**TASK BRIEF:** Keeping every line intact, repeat the data word for word.

Start of DATA TO USE

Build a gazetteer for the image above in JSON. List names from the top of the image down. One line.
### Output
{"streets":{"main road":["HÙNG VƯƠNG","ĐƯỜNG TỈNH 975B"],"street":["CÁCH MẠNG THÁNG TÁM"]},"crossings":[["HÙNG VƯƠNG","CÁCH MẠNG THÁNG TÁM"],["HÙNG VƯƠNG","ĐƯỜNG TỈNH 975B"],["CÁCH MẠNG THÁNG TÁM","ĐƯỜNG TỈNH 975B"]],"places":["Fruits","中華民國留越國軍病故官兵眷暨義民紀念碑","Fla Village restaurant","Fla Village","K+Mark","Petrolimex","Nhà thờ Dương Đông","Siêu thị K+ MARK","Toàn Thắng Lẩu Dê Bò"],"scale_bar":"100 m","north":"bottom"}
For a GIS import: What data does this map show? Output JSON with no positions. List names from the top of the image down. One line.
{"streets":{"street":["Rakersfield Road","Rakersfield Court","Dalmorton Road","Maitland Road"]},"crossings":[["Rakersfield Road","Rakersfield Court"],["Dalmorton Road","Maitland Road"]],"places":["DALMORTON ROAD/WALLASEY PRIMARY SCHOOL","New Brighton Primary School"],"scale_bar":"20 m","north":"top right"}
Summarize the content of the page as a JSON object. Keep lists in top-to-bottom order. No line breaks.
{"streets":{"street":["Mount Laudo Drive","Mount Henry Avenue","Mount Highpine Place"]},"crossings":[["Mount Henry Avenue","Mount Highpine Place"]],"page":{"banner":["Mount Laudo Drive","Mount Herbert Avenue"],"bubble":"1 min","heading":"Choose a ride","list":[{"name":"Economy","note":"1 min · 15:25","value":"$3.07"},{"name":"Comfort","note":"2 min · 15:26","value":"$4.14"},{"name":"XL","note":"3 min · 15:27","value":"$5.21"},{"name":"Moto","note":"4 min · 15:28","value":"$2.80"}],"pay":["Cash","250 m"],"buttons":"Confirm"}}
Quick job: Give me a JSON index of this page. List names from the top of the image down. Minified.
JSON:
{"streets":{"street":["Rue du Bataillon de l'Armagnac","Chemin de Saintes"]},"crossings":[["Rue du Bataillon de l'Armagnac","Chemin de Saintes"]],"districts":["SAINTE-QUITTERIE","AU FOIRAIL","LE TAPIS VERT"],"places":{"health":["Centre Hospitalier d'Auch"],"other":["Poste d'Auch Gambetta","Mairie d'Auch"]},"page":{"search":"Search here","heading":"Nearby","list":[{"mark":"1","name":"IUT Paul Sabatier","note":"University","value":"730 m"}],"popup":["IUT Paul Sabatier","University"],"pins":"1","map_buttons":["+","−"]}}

End of DATA TO USE

**ANSWER SECTION:**
Build a gazetteer for the image above in JSON. List names from the top of the image down. One line.
### Output
{"streets":{"main road":["HÙNG VƯƠNG","ĐƯỜNG TỈNH 975B"],"street":["CÁCH MẠNG THÁNG TÁM"]},"crossings":[["HÙNG VƯƠNG","CÁCH MẠNG THÁNG TÁM"],["HÙNG VƯƠNG","ĐƯỜNG TỈNH 975B"],["CÁCH MẠNG THÁNG TÁM","ĐƯỜNG TỈNH 975B"]],"places":["Fruits","中華民國留越國軍病故官兵眷暨義民紀念碑","Fla Village restaurant","Fla Village","K+Mark","Petrolimex","Nhà thờ Dương Đông","Siêu thị K+ MARK","Toàn Thắng Lẩu Dê Bò"],"scale_bar":"100 m","north":"bottom"}
For a GIS import: What data does this map show? Output JSON with no positions. List names from the top of the image down. One line.
{"streets":{"street":["Rakersfield Road","Rakersfield Court","Dalmorton Road","Maitland Road"]},"crossings":[["Rakersfield Road","Rakersfield Court"],["Dalmorton Road","Maitland Road"]],"places":["DALMORTON ROAD/WALLASEY PRIMARY SCHOOL","New Brighton Primary School"],"scale_bar":"20 m","north":"top right"}
Summarize the content of the page as a JSON object. Keep lists in top-to-bottom order. No line breaks.
{"streets":{"street":["Mount Laudo Drive","Mount Henry Avenue","Mount Highpine Place"]},"crossings":[["Mount Henry Avenue","Mount Highpine Place"]],"page":{"banner":["Mount Laudo Drive","Mount Herbert Avenue"],"bubble":"1 min","heading":"Choose a ride","list":[{"name":"Economy","note":"1 min · 15:25","value":"$3.07"},{"name":"Comfort","note":"2 min · 15:26","value":"$4.14"},{"name":"XL","note":"3 min · 15:27","value":"$5.21"},{"name":"Moto","note":"4 min · 15:28","value":"$2.80"}],"pay":["Cash","250 m"],"buttons":"Confirm"}}
Quick job: Give me a JSON index of this page. List names from the top of the image down. Minified.
JSON:
{"streets":{"street":["Rue du Bataillon de l'Armagnac","Chemin de Saintes"]},"crossings":[["Rue du Bataillon de l'Armagnac","Chemin de Saintes"]],"districts":["SAINTE-QUITTERIE","AU FOIRAIL","LE TAPIS VERT"],"places":{"health":["Centre Hospitalier d'Auch"],"other":["Poste d'Auch Gambetta","Mairie d'Auch"]},"page":{"search":"Search here","heading":"Nearby","list":[{"mark":"1","name":"IUT Paul Sabatier","note":"University","value":"730 m"}],"popup":["IUT Paul Sabatier","University"],"pins":"1","map_buttons":["+","−"]}}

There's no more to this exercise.